The Duncan Banner


January 16, 2014

Filmmaker’s ‘Fable’ brings him to Duncan film fest

DUNCAN — Film directors must prepare for anything — even stepping into the role of a singing ghost.

This was the case for Vinnie Hogan, 28, with his film “The Fable of Shannon Cable,”  which he wrote, produced, directed and even acted, though his acting role wasn’t planned.

“Fable,” a comedic horror,  will be shown at the Trail Dance Film Festival in Duncan later this month.

The plot revolves around a teenage girl who watches after an old house haunted by a trio of singing ghosts.

“It was my first full-length film to write and my first film to direct,” said Hogan. “I have been making short films since 2007 while at Oklahoma City University.”

To say Hogan made the film on a shoestring budget might be close to accurate if the shoes were flip-flops.
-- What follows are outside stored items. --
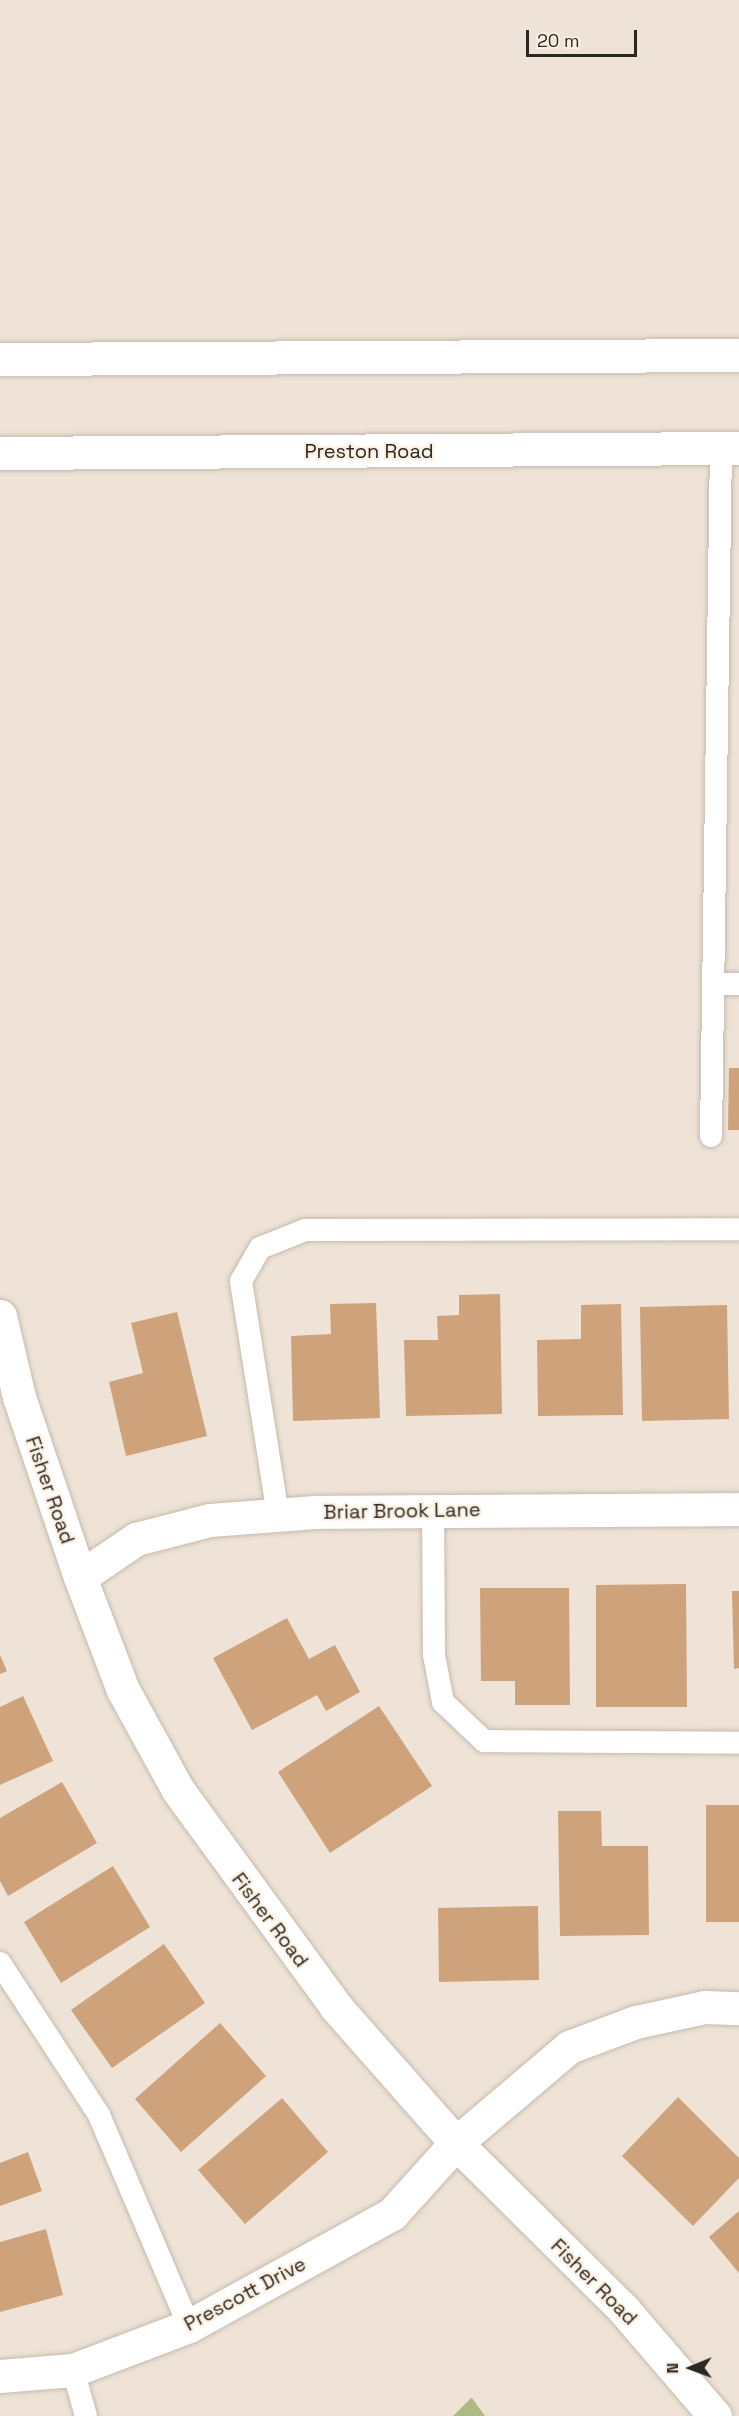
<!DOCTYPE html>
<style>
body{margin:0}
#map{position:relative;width:739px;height:2416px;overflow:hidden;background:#eee3d6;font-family:"Space Grotesk",sans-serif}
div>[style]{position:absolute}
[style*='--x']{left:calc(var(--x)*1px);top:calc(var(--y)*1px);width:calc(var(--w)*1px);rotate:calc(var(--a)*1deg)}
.green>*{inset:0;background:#afb984}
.building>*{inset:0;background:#cea37b}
.roads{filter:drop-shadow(0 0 2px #c6baae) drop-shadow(0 0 2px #c6baae)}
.service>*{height:22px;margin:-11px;padding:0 11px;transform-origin:11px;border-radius:11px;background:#fff}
.minor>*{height:33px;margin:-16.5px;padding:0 16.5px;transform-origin:16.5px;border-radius:16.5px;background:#fff}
.tertiary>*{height:33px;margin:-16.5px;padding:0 16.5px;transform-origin:16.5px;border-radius:16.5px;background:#fff}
.primary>*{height:33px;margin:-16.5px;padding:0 16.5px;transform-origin:16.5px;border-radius:16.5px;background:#fff}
span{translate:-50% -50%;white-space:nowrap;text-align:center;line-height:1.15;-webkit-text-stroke:4.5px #fcf0e3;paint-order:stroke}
.street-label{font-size:20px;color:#2b2722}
.north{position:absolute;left:661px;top:2338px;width:60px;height:60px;-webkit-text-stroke:4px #fcf0e3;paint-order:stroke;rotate:269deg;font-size:16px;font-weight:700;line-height:24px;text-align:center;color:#2b2722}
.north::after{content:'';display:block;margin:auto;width:21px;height:27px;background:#2b2722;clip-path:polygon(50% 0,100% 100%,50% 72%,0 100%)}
.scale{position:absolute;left:526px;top:30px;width:111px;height:27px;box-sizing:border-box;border:3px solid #2b2722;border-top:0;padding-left:8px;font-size:18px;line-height:21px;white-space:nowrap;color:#2b2722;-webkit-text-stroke:4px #fcf0e3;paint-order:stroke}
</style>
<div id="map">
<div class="green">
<i style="clip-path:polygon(472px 2398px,485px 2416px,453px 2416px,471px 2398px)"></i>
</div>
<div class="building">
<i style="clip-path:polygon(729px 1068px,739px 1068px,739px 1130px,728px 1130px)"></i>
<i style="clip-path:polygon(500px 1294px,502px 1414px,406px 1416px,404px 1340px,438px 1340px,437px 1316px,459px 1315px,459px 1295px)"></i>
<i style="clip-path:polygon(376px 1303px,380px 1418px,293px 1421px,291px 1336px,331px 1334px,330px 1304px)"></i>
<i style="clip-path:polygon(621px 1304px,623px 1415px,538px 1416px,537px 1340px,581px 1339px,581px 1305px)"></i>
<i style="clip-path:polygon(727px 1305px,729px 1419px,642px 1421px,640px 1307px)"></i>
<i style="clip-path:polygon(177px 1312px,207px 1436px,126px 1456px,109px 1382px,143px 1373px,131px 1323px)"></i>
<i style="clip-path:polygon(686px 1584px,687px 1707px,596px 1707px,596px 1585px)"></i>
<i style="clip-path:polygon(480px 1588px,569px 1588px,570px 1705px,515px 1705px,515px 1681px,481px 1681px)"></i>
<i style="clip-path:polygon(732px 1591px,739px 1591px,739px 1668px,734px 1669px)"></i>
<i style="clip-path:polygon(287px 1618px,309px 1659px,335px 1645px,360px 1692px,326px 1711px,317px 1695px,252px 1730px,213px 1658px)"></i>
<i style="clip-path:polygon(0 1655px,7px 1671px,0 1674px)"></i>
<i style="clip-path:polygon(23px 1696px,53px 1761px,0 1785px,0 1707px)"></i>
<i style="clip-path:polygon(379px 1706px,432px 1786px,330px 1853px,278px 1772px)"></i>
<i style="clip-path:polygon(62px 1782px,97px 1843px,8px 1896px,0 1881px,0 1818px)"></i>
<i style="clip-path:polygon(706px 1805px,739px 1805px,739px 1922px,706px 1922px)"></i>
<i style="clip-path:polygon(558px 1811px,601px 1811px,602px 1846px,648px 1846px,649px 1935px,560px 1936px)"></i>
<i style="clip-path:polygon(113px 1866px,150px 1927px,61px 1983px,24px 1922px)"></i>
<i style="clip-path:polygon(538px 1906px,539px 1980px,439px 1982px,438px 1908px)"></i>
<i style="clip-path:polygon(164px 1944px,205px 2003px,112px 2068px,71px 2010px)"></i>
<i style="clip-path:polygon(220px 2023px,266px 2076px,181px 2152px,135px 2099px)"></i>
<i style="clip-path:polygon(678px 2097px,739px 2158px,739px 2178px,693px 2226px,622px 2156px)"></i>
<i style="clip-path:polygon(282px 2098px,328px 2152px,245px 2224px,198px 2170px)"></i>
<i style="clip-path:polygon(28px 2152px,42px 2191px,0 2206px,0 2163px)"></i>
<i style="clip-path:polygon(739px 2211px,739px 2273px,709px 2237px)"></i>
<i style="clip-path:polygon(46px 2229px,63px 2295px,0 2312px,0 2242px)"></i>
</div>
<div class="roads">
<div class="service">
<i style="--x:715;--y:984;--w:24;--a:0"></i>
<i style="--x:711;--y:1136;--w:688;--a:-89.17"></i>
<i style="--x:433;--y:1510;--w:145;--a:89.6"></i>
<i style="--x:434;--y:1655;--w:48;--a:79.2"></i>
<i style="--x:443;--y:1702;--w:57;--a:43.6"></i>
<i style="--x:484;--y:1741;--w:255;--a:0.4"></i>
<i style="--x:278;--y:1515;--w:237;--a:-99"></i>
<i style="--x:241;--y:1281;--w:38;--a:-60"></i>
<i style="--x:260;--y:1248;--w:48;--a:-21.8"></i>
<i style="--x:305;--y:1230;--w:434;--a:-0.1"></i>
<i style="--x:0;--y:1963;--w:181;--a:56.9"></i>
<i style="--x:99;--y:2115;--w:229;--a:66.9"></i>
<i style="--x:73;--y:2370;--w:48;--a:74.2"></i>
</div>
<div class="minor">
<i style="--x:80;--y:1577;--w:68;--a:-34.2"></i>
<i style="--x:136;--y:1539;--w:76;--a:-14.4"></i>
<i style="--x:210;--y:1520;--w:105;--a:-4.4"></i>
<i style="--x:315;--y:1512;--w:424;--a:-0.4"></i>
<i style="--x:0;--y:2376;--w:73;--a:-4.7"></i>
<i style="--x:73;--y:2370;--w:124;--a:-20.8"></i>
<i style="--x:189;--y:2326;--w:232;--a:-28.9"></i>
<i style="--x:392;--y:2214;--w:96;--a:-48"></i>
<i style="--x:456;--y:2143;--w:148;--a:-40.3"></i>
<i style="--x:569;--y:2047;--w:72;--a:-20.5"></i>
<i style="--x:636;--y:2022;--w:71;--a:-12.3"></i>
<i style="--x:705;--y:2007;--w:34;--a:2"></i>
</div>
<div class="tertiary">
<i style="--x:0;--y:1316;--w:83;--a:76.8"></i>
<i style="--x:19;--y:1397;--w:190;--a:71.3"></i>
<i style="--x:80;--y:1577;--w:121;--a:69.2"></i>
<i style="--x:123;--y:1690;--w:114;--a:61.2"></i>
<i style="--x:178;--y:1790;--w:268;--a:53.9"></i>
<i style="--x:336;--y:2007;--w:181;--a:48.6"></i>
<i style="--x:456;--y:2143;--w:237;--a:44.8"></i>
<i style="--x:624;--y:2310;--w:140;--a:49.4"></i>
</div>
<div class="primary">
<i style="--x:0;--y:359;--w:739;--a:-0.31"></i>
<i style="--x:0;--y:453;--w:739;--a:-0.39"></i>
</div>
</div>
<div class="street-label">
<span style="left:369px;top:451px">Preston Road</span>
<span style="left:50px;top:1490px;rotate:71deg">Fisher Road</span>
<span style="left:402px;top:1511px;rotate:-1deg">Briar Brook Lane</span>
<span style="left:270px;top:1920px;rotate:53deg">Fisher Road</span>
<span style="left:594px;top:2282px;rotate:45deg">Fisher Road</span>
<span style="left:245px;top:2294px;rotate:-28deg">Prescott Drive</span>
</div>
<div class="north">N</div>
<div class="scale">20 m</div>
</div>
“The most challenging thing, as a producer, was the scheduling,” Hogan said. “When you’re making a movie for no money, you can’t pay people to be there, so we worked around everyone’s schedules.”

There were several points during the 18-months it took to make the movie that Hogan wasn’t sure if he could complete the project.

One actor dropped out at the last minute and Hogan found himself in front of the camera, portraying a ghost who sometimes breaks into song.

The movie’s principal actors, Zach Burns and Duncan native Casey Crowdis,   portray12 different characters.

Crowdis also provided his design talents for the project and his daughter Kiolin has an acting role.

“I met Casey at the Trail Dance Film Festival in 2010,” said Hogan. “When I started writing and preparing for this film, he was one of the first people I called because I knew his talents. I was excited to work with him.”

While Trail Dance will not be the first screening of “Fable,” Hogan said he is eager to hear more feedback from another audience.

The movie premiered at the Austin Film Festival in October. It also has had two screenings in Oklahoma City.

“There has been lots of laughter because the current cut of the movie brings out as much comedy as possible, while still keeping it in the world of a horror movie,” he said.

“One of the coolest things about festivals is you get to hear complete strangers react to the film. Their reaction is really genuine and fresh because they literally walked in knowing nothing about the film.”

Hogan said he was flattered that Anthony Foreman, executive director of TDFF, acceptanced his first feature film.

“Trail Dance is a great place to have the best of two different worlds. You get to be in a cool, creative environment, and have that small town comfort.”

The life of an independent filmmaker is not an easy financial journey.

Since graduation from OKCU in 2008, Hogan has worked as a film industry assistant  Oklahoma, Texas and California.

Hogan was an assistant editor for “Shipping Wars,” an A&E television show, until that gig ended last month.

While shooting “Fable,” he worked as fast food driver.

In the next chapter of his real-life fable, Hogan said he hopes to work for an Austin, Texas, real estate company’s video production department.